Look, I’m never one to celebrate when someone loses a gig; being unemployed is difficult and the landscape across all forms of art media is a long and potentially unnavigable stretch of quicksand with no guarantees.

But it’s because I love and respect Eva Longoria and her work that I am somewhat relieved that Telenovela was cancelled today, according to The Hollywood Reporter, because while we desperately need more representations of Latinas in media, we also need those representations to be better and more diverse, and unfortunately Telenovela took a great idea—a soapy, campy spoof of the drama that plays out in novelas—that seemed like it would have forth some truly complex, smart, thoughtful plotlines—Longoria’s character was non-Spanish speaking, worried about aging out of plum roles, and working with her ex—but ended up clunking uphill after the first two episodes before landing with a depressing thud. I stopped watching it because I wanted it to be so great and it wasn’t and that really sucked for me as a viewer and true believer in the comedic acumen of Ms. Longoria.

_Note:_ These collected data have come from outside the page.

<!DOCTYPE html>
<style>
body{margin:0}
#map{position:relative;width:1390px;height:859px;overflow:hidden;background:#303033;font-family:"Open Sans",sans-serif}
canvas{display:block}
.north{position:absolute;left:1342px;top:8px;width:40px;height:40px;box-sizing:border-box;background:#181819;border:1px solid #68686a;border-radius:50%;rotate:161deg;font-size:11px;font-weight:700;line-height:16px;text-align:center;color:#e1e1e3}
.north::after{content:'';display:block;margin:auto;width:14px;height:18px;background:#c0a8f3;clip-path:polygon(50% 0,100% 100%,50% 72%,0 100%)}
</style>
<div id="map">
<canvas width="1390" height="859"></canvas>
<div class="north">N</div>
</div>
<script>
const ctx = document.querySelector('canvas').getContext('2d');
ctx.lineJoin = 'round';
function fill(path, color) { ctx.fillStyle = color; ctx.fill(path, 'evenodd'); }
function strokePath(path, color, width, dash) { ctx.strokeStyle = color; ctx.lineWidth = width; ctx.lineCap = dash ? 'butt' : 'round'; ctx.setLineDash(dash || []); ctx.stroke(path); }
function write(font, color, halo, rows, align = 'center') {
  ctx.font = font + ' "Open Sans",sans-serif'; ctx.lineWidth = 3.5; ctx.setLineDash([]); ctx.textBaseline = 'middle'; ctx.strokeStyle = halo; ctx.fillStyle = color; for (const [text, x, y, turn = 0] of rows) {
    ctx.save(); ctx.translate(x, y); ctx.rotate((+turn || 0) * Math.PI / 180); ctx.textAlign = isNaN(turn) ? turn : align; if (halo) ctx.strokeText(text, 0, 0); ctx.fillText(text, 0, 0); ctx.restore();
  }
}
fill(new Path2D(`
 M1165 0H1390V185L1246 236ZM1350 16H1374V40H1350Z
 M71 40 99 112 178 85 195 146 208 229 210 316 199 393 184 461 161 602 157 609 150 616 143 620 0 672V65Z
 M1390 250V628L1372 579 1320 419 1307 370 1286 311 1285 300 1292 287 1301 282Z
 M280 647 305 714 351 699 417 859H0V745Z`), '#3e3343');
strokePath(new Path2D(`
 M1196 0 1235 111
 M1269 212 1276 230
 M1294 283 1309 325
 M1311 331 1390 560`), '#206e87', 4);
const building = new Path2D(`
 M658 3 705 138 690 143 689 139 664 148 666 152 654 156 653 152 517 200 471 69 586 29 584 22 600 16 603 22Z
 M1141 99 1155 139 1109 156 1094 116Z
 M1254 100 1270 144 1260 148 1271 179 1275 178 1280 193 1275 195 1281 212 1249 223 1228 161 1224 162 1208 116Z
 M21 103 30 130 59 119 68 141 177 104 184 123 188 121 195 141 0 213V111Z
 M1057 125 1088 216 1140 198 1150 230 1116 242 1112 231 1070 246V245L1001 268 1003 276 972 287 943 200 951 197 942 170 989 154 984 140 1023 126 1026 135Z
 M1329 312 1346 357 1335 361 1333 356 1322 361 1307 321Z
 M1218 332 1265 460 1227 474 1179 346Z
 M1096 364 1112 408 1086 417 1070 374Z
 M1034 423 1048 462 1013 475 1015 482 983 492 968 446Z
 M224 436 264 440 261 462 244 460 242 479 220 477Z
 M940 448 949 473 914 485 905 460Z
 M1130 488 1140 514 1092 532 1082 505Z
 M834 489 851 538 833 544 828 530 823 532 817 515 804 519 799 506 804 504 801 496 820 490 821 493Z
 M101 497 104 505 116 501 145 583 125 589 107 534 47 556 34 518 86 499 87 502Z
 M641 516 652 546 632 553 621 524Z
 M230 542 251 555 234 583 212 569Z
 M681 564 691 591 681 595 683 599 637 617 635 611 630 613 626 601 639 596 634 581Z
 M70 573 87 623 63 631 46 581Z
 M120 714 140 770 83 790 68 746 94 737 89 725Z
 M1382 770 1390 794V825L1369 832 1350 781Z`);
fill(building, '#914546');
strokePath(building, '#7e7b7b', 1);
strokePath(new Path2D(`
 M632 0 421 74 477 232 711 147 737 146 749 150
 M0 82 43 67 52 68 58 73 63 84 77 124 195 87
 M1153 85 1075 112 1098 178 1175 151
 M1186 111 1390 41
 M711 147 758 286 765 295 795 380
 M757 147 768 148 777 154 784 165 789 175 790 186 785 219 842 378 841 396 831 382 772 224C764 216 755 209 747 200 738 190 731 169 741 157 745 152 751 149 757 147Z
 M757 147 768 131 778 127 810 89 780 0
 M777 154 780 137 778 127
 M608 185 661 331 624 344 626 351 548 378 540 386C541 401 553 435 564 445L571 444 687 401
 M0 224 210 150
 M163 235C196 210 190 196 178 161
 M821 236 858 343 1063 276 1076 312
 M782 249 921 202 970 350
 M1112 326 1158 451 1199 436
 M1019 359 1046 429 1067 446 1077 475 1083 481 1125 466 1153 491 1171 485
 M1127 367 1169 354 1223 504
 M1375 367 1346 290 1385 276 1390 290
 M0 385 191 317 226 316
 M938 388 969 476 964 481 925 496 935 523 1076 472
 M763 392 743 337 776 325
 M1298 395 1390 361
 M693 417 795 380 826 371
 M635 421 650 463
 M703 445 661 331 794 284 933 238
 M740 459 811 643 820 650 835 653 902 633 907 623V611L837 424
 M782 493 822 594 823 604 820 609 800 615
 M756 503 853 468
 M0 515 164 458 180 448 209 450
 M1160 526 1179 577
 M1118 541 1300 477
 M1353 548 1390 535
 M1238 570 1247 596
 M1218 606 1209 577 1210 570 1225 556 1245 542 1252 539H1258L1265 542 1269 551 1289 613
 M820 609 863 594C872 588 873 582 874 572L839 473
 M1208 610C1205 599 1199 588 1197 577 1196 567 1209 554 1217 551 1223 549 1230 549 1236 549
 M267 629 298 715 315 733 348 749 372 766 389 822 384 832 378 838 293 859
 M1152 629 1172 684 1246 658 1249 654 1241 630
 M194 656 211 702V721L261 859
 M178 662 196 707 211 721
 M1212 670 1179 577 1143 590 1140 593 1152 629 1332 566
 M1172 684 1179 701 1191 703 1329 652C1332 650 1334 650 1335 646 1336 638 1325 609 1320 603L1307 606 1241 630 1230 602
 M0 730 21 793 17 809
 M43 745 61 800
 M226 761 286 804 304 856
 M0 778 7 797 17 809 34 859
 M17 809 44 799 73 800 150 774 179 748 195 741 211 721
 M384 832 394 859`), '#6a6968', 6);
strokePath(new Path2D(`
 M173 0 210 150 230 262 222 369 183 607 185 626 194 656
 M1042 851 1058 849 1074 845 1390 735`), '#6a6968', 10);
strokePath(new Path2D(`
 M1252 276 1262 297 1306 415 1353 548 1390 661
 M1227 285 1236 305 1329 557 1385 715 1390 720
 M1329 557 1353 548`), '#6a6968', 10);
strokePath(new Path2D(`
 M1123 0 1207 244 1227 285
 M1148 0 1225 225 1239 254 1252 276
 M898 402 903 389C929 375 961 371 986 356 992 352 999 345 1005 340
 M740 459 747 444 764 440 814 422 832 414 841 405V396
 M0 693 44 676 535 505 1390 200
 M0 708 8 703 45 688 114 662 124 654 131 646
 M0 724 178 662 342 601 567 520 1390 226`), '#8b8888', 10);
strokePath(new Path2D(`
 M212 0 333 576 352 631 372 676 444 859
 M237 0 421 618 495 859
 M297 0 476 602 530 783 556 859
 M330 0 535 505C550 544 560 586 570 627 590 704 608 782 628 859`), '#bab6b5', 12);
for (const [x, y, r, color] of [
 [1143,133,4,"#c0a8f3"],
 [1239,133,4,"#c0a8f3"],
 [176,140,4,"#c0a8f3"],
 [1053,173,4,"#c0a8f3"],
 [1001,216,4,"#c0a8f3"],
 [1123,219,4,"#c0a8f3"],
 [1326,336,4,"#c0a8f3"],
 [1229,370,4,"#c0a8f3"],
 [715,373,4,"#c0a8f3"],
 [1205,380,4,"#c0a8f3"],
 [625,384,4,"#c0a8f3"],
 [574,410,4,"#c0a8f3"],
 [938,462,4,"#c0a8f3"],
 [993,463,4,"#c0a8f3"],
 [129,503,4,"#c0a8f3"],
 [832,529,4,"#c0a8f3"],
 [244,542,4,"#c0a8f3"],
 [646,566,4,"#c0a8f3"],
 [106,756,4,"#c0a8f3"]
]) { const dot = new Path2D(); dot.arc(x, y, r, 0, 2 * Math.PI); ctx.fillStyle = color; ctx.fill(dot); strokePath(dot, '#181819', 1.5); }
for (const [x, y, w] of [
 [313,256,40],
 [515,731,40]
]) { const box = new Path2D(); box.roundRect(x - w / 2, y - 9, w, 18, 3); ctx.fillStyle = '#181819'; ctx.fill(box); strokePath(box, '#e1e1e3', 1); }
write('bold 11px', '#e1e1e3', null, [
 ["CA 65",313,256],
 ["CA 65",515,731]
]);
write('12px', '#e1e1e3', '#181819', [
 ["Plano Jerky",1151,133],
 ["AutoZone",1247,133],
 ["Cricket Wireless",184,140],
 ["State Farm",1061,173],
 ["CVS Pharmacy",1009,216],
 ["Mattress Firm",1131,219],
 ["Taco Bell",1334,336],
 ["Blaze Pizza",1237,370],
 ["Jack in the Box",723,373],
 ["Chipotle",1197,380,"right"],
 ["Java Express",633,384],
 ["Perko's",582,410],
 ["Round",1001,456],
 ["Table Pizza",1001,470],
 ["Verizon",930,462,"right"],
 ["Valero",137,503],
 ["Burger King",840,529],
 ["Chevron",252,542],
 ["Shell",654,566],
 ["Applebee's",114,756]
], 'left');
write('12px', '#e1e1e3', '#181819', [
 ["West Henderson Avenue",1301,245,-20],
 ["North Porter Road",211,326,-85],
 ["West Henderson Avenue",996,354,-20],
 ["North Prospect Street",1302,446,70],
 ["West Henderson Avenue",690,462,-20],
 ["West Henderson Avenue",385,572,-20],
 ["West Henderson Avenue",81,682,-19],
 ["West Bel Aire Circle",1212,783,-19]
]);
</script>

So I am sad for her and her castmates, and for the Latinos who wrote on the show who are now potentially out of work, surely as I was sad when Cristela was cancelled, and now spend my days fav’ing Cristela Alonzo’s tweets about the next dates on her stand-up comedy tours. Some might think the cancellation of Telenovela (and Cristela for that matter) is due to the fact that mediocre vehicles for Latinas don’t get the kind of shine that, say, mediocre vehicles for white women do; or because the concept of the telenovela narrated from an on-set perspective (as opposed to the novela scenes in the more popular Jane the Virgin or Ugly Betty) didn’t quite translate; or because of all these things, but most of all, it’s because it was not a good show. I’m very sad about that, but it was not.

I’m not sad about Undateable, though, because that shit sucked.

Jane the Virgin and Superstore are still on television. NBC also cancelled something called Game of Silence.